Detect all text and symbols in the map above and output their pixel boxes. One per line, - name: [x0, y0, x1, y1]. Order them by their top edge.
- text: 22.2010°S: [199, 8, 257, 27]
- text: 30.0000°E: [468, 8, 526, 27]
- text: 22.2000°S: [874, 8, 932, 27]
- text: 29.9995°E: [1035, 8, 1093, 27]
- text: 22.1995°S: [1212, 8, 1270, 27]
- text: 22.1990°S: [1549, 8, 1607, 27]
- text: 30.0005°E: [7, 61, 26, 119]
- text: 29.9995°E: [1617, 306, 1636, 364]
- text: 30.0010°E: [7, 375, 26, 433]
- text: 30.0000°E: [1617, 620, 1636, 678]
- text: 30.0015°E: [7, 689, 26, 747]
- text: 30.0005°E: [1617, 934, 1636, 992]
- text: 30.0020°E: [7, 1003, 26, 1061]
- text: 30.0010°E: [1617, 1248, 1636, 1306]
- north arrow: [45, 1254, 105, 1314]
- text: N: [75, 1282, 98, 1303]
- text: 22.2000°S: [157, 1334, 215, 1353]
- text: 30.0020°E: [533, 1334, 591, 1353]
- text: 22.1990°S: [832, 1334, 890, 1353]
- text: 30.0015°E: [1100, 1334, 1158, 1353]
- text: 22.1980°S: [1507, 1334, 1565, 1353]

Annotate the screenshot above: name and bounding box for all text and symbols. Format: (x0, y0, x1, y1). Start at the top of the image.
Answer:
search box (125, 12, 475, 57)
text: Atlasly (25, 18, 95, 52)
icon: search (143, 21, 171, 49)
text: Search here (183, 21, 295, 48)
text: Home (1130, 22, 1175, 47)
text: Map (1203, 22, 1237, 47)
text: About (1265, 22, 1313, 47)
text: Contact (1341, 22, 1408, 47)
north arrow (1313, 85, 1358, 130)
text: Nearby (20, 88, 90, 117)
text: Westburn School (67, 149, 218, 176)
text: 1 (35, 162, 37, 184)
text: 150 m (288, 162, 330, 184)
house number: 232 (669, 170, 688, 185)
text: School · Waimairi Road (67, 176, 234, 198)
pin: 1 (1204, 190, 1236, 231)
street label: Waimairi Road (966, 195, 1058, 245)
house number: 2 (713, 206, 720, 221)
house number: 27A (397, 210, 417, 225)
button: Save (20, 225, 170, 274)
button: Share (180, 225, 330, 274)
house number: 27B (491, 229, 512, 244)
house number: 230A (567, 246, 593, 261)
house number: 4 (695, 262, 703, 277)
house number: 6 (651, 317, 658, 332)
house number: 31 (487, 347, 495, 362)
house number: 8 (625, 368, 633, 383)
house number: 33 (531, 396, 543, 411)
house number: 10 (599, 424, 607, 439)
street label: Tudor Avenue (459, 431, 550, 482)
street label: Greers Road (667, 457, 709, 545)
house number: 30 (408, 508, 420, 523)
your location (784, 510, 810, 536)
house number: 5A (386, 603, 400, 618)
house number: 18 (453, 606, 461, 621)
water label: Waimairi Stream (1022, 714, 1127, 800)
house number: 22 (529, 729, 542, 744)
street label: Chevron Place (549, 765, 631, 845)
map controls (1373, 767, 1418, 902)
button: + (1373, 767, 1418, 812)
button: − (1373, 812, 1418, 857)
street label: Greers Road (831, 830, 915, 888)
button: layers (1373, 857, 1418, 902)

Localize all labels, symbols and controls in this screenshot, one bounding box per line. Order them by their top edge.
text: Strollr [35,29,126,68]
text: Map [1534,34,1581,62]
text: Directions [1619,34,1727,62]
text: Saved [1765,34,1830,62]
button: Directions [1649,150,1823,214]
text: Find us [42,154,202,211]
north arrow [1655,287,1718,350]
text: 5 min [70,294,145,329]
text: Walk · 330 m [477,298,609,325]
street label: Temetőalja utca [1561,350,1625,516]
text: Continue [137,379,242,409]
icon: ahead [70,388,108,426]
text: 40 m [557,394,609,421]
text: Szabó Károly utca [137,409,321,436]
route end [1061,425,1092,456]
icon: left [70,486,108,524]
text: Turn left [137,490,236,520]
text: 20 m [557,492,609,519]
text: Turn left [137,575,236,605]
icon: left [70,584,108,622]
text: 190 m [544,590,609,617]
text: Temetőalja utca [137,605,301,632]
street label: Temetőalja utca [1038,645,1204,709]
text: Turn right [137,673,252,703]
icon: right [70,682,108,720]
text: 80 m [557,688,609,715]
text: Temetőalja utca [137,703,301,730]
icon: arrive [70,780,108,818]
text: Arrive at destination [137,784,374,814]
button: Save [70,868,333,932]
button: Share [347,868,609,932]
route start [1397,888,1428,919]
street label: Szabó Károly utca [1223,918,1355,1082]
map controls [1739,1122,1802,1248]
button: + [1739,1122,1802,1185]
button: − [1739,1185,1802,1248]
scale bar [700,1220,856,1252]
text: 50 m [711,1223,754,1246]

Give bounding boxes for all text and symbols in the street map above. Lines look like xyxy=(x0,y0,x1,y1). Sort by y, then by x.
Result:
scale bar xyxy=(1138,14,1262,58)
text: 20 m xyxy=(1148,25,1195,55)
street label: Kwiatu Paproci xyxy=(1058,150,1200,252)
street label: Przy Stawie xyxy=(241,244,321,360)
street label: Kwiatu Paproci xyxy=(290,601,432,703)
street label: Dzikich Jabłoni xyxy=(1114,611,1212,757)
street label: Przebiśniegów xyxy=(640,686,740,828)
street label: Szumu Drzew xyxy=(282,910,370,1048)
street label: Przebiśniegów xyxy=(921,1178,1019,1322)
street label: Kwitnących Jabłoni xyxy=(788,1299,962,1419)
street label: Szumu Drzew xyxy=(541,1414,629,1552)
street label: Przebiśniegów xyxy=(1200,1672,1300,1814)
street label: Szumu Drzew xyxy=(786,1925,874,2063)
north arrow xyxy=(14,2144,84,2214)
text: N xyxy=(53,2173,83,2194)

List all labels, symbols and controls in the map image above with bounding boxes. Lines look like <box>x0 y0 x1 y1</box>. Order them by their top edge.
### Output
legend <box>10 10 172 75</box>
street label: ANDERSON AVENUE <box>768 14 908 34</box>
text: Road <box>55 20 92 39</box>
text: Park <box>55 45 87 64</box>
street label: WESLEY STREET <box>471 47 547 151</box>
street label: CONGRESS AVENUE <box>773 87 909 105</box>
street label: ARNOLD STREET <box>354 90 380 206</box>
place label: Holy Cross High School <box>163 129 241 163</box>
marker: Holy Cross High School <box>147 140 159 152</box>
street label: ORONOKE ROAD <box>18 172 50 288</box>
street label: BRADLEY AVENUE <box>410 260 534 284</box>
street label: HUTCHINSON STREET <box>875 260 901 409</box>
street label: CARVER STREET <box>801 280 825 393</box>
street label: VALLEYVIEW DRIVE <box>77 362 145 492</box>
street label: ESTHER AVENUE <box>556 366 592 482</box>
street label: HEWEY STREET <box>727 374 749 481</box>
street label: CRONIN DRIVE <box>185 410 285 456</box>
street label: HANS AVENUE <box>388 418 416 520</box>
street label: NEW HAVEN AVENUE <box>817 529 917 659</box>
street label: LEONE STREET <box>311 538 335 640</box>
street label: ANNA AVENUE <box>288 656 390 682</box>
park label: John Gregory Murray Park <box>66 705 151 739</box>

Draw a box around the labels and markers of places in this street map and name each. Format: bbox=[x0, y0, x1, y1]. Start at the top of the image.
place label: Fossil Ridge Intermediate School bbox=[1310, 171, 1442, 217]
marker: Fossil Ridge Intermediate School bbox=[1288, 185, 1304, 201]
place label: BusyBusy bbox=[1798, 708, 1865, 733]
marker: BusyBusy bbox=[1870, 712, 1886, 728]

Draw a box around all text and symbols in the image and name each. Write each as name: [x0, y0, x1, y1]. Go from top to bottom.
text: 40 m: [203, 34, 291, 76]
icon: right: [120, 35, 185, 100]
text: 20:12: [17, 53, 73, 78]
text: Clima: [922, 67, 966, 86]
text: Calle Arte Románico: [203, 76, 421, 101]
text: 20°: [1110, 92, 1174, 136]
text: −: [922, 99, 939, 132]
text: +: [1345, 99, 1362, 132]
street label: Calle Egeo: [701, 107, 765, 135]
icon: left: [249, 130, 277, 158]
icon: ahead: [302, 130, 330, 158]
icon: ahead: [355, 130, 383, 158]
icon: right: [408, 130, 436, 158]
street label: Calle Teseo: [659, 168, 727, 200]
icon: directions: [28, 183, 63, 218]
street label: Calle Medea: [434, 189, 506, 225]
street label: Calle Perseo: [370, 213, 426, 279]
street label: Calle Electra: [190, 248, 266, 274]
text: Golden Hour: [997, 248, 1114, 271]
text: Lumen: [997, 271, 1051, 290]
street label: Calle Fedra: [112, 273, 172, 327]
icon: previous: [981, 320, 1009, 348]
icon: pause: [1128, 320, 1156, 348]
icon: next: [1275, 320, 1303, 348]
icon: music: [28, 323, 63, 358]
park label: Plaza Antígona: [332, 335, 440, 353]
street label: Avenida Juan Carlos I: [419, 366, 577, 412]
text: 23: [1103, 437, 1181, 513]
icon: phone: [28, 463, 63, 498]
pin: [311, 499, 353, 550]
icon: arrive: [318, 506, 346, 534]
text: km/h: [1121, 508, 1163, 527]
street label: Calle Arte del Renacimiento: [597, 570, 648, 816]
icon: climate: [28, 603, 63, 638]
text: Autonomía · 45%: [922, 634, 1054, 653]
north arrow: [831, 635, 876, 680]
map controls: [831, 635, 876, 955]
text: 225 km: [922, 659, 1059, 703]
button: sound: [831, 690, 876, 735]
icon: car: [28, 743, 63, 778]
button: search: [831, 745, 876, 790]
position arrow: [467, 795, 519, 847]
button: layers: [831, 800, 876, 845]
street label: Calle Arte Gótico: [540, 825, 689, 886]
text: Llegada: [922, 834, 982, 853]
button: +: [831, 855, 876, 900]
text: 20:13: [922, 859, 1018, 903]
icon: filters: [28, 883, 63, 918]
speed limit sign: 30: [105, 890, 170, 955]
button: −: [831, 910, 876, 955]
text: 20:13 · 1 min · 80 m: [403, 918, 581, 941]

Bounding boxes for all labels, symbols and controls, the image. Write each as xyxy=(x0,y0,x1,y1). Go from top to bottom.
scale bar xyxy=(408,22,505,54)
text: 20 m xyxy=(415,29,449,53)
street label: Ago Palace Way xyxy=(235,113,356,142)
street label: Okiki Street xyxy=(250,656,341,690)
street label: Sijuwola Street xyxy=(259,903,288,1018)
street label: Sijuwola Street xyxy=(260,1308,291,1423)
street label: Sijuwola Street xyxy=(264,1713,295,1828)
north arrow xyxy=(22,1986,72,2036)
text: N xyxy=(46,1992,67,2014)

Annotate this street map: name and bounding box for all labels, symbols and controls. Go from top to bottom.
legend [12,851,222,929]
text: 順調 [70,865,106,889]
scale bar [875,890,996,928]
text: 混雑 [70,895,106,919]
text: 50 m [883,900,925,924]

+++

## EXERCISE
Collect every line above that contains the word "Fossil".

## SOLUTION TO THIS TASK
place label: Fossil Ridge Intermediate School bbox=[1310, 171, 1442, 217]
marker: Fossil Ridge Intermediate School bbox=[1288, 185, 1304, 201]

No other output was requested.